* **ACTIVITY**:
How many lines in the data below have the string "stream"? Reply with the number alone.

Records from a dataset
=== Section Start ===
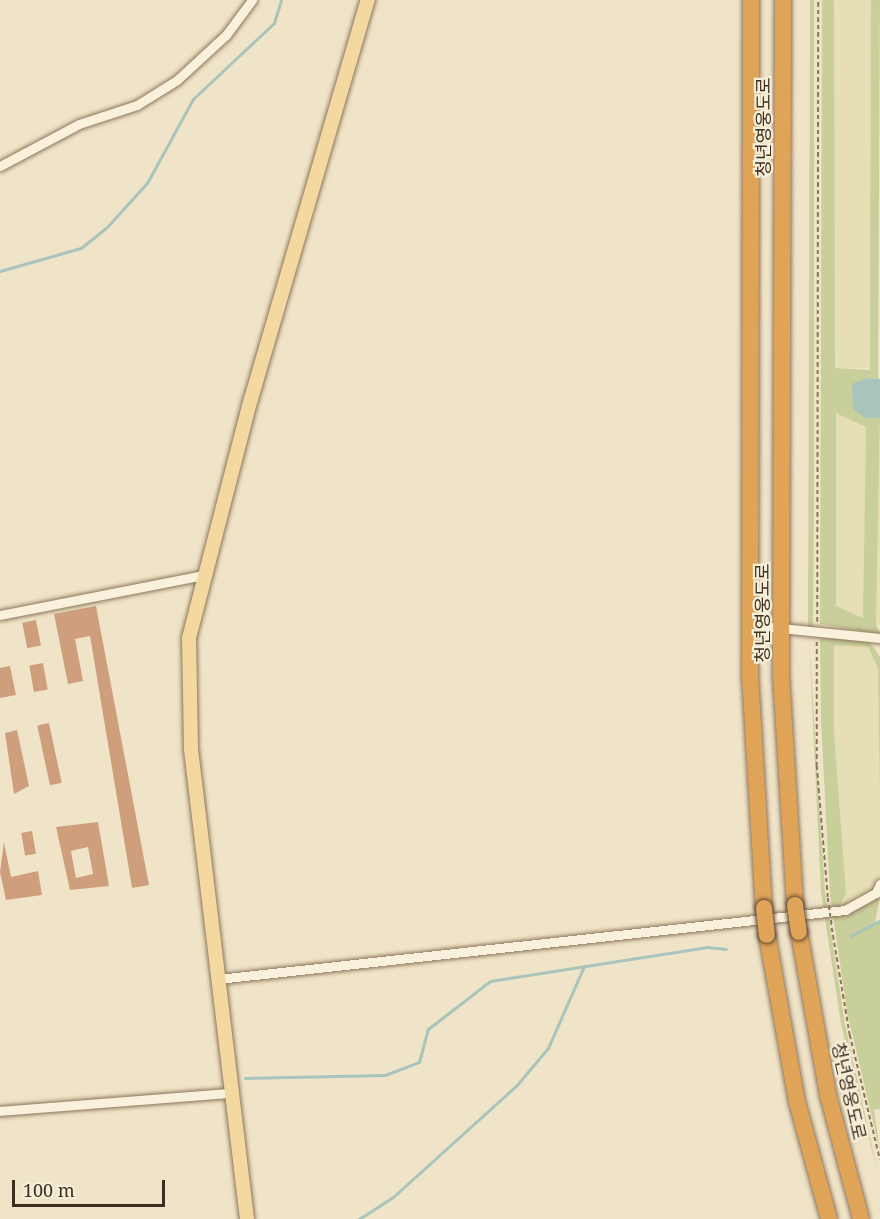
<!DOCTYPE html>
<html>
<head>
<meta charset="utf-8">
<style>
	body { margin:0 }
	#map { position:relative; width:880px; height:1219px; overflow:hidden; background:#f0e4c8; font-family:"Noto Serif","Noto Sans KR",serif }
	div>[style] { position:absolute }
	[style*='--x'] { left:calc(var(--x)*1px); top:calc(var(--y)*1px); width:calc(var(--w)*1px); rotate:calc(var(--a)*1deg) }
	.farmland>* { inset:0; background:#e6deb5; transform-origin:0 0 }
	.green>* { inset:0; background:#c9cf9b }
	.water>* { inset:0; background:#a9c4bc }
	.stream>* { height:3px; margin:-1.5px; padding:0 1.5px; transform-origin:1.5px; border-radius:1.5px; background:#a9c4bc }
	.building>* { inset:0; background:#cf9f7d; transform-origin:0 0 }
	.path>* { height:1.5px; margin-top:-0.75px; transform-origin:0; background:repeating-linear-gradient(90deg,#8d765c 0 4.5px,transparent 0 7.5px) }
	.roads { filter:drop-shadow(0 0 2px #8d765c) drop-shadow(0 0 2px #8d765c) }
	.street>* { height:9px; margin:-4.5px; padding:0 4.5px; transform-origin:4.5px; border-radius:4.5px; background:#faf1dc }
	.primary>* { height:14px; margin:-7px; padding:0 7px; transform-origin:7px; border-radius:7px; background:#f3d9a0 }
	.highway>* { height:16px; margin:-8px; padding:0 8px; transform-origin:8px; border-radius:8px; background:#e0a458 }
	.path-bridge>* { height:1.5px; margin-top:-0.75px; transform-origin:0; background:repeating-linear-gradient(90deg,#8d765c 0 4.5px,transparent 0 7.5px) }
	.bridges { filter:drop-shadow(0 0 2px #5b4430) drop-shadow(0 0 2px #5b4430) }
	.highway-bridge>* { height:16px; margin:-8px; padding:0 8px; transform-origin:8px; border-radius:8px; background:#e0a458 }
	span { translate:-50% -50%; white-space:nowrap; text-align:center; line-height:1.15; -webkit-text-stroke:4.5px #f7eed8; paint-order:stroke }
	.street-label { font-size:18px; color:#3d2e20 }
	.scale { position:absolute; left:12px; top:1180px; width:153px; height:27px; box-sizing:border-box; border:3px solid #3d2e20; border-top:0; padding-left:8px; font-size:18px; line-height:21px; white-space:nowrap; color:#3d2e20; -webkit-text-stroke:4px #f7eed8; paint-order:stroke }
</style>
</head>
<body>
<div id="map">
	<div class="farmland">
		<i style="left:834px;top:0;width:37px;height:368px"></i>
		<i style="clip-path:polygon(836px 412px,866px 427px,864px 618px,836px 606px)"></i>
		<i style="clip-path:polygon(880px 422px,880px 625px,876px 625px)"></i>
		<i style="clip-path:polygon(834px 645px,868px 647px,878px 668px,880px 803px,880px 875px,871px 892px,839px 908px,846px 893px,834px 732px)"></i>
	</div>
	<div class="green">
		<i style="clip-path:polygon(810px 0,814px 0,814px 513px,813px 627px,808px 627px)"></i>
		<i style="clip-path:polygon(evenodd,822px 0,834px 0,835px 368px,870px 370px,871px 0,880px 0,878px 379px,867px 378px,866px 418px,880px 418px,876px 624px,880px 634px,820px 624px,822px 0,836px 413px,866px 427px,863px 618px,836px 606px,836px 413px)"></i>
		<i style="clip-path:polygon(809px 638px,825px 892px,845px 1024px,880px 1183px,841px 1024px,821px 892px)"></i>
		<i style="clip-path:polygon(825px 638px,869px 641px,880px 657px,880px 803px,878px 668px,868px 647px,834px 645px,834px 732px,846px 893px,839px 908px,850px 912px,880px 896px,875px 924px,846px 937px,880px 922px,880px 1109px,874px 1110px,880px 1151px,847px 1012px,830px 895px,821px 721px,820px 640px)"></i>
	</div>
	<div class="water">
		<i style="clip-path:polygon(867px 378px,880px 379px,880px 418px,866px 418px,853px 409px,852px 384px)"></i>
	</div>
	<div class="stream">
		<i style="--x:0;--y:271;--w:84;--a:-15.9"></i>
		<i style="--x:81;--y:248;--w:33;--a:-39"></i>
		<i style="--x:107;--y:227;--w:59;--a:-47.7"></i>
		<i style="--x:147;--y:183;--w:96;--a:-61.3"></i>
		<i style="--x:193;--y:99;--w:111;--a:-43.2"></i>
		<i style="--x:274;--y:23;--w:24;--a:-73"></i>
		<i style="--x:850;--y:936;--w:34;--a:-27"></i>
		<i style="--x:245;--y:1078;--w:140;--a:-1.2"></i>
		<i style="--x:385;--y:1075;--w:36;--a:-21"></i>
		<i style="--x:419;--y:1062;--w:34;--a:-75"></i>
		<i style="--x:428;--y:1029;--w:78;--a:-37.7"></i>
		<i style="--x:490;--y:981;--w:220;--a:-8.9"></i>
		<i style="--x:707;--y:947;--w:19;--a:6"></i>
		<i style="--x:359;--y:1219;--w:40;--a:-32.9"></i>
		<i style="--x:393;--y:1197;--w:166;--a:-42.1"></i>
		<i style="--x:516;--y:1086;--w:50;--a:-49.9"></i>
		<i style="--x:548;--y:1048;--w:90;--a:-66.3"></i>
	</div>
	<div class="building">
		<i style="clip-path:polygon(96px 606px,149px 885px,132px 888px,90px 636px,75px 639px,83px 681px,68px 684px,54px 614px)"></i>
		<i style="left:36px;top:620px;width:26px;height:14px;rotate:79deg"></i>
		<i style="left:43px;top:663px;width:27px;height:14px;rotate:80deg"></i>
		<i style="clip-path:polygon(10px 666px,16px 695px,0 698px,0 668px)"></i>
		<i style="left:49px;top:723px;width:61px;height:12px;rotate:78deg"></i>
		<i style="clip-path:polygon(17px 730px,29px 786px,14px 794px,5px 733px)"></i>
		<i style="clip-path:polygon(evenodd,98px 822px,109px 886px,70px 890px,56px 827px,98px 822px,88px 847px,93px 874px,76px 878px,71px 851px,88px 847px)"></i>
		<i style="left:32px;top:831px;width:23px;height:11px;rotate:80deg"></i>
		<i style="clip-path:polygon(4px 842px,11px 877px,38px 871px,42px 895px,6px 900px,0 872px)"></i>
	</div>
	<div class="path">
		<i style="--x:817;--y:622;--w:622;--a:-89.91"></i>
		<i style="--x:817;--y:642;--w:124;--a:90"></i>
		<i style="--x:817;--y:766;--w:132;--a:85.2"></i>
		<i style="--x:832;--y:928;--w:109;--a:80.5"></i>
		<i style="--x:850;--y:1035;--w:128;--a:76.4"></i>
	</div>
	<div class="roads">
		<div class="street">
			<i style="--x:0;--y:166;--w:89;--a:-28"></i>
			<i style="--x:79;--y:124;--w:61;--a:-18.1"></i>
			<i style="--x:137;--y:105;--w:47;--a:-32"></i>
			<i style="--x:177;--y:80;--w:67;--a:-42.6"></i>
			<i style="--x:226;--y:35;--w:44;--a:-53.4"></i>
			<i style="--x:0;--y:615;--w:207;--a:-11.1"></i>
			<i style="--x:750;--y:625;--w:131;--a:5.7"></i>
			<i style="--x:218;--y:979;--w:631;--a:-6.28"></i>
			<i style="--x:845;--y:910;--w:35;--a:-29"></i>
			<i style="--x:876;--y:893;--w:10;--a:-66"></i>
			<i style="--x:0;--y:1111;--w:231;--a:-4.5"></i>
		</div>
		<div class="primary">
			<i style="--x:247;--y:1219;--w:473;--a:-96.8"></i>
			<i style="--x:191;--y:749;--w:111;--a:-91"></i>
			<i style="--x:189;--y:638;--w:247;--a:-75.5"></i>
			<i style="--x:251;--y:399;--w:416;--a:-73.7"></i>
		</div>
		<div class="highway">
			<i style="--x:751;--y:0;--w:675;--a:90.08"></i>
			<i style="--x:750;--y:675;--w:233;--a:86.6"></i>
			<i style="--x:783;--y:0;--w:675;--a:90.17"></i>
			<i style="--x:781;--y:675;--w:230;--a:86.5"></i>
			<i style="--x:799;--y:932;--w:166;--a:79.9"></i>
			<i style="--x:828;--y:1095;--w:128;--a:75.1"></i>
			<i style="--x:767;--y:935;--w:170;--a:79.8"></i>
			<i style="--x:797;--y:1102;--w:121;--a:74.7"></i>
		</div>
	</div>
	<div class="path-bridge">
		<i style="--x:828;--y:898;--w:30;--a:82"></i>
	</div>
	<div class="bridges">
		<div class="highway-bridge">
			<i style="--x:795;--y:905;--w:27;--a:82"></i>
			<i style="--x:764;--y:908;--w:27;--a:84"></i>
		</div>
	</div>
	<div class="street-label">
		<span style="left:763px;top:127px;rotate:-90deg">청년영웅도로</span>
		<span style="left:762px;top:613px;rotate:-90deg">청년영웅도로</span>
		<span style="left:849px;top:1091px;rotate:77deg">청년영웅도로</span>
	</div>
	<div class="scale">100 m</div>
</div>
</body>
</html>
=== Section End ===
* **ANSWER AREA**:
2